-- SOURCE RECORDS --

____________

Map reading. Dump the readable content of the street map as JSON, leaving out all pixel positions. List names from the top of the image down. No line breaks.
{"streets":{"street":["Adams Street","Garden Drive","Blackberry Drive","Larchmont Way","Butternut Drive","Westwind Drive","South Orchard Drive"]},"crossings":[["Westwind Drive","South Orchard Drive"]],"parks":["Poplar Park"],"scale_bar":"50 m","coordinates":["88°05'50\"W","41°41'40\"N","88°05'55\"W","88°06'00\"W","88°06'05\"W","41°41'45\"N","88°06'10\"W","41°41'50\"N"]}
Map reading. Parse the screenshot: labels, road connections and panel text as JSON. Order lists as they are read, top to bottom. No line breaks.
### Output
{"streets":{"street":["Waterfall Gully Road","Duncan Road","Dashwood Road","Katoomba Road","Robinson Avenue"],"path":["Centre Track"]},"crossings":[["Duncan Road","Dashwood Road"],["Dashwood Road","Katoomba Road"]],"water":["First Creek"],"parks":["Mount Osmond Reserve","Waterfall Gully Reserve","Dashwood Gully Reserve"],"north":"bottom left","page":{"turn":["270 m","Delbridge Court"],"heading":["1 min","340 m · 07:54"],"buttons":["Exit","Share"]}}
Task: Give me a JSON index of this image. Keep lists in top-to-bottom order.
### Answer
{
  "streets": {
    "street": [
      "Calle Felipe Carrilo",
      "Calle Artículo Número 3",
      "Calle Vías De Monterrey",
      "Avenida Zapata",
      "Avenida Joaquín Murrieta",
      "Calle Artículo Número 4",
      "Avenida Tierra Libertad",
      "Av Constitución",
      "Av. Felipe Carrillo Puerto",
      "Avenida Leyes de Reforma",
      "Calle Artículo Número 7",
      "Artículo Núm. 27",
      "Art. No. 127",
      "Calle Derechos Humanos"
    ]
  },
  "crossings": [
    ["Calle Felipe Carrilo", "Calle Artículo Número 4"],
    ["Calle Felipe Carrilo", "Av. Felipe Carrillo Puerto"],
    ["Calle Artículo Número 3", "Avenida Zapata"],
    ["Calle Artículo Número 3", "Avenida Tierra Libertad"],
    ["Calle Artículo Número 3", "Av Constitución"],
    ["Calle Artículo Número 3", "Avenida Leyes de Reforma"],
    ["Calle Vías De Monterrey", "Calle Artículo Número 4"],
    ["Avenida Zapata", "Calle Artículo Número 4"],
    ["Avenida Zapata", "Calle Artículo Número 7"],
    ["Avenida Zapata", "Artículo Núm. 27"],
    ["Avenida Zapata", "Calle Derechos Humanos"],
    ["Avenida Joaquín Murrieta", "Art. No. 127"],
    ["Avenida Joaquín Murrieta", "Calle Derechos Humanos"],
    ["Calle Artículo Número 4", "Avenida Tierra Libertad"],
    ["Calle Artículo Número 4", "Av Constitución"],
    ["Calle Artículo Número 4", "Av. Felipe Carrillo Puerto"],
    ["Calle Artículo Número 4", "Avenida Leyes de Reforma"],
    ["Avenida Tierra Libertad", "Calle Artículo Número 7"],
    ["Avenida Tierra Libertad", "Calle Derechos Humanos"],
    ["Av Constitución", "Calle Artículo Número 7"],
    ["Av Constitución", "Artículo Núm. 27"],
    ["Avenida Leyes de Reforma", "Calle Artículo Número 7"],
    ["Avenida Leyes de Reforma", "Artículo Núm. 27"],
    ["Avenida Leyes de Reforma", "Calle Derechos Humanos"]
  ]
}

____________

-- TASK DESCRIPTION --
Reproduce the entries exactly, each one as given.

-- OUTPUT OF THE EXERCISE --
Map reading. Dump the readable content of the street map as JSON, leaving out all pixel positions. List names from the top of the image down. No line breaks.
{"streets":{"street":["Adams Street","Garden Drive","Blackberry Drive","Larchmont Way","Butternut Drive","Westwind Drive","South Orchard Drive"]},"crossings":[["Westwind Drive","South Orchard Drive"]],"parks":["Poplar Park"],"scale_bar":"50 m","coordinates":["88°05'50\"W","41°41'40\"N","88°05'55\"W","88°06'00\"W","88°06'05\"W","41°41'45\"N","88°06'10\"W","41°41'50\"N"]}
Map reading. Parse the screenshot: labels, road connections and panel text as JSON. Order lists as they are read, top to bottom. No line breaks.
### Output
{"streets":{"street":["Waterfall Gully Road","Duncan Road","Dashwood Road","Katoomba Road","Robinson Avenue"],"path":["Centre Track"]},"crossings":[["Duncan Road","Dashwood Road"],["Dashwood Road","Katoomba Road"]],"water":["First Creek"],"parks":["Mount Osmond Reserve","Waterfall Gully Reserve","Dashwood Gully Reserve"],"north":"bottom left","page":{"turn":["270 m","Delbridge Court"],"heading":["1 min","340 m · 07:54"],"buttons":["Exit","Share"]}}
Task: Give me a JSON index of this image. Keep lists in top-to-bottom order.
### Answer
{
  "streets": {
    "street": [
      "Calle Felipe Carrilo",
      "Calle Artículo Número 3",
      "Calle Vías De Monterrey",
      "Avenida Zapata",
      "Avenida Joaquín Murrieta",
      "Calle Artículo Número 4",
      "Avenida Tierra Libertad",
      "Av Constitución",
      "Av. Felipe Carrillo Puerto",
      "Avenida Leyes de Reforma",
      "Calle Artículo Número 7",
      "Artículo Núm. 27",
      "Art. No. 127",
      "Calle Derechos Humanos"
    ]
  },
  "crossings": [
    ["Calle Felipe Carrilo", "Calle Artículo Número 4"],
    ["Calle Felipe Carrilo", "Av. Felipe Carrillo Puerto"],
    ["Calle Artículo Número 3", "Avenida Zapata"],
    ["Calle Artículo Número 3", "Avenida Tierra Libertad"],
    ["Calle Artículo Número 3", "Av Constitución"],
    ["Calle Artículo Número 3", "Avenida Leyes de Reforma"],
    ["Calle Vías De Monterrey", "Calle Artículo Número 4"],
    ["Avenida Zapata", "Calle Artículo Número 4"],
    ["Avenida Zapata", "Calle Artículo Número 7"],
    ["Avenida Zapata", "Artículo Núm. 27"],
    ["Avenida Zapata", "Calle Derechos Humanos"],
    ["Avenida Joaquín Murrieta", "Art. No. 127"],
    ["Avenida Joaquín Murrieta", "Calle Derechos Humanos"],
    ["Calle Artículo Número 4", "Avenida Tierra Libertad"],
    ["Calle Artículo Número 4", "Av Constitución"],
    ["Calle Artículo Número 4", "Av. Felipe Carrillo Puerto"],
    ["Calle Artículo Número 4", "Avenida Leyes de Reforma"],
    ["Avenida Tierra Libertad", "Calle Artículo Número 7"],
    ["Avenida Tierra Libertad", "Calle Derechos Humanos"],
    ["Av Constitución", "Calle Artículo Número 7"],
    ["Av Constitución", "Artículo Núm. 27"],
    ["Avenida Leyes de Reforma", "Calle Artículo Número 7"],
    ["Avenida Leyes de Reforma", "Artículo Núm. 27"],
    ["Avenida Leyes de Reforma", "Calle Derechos Humanos"]
  ]
}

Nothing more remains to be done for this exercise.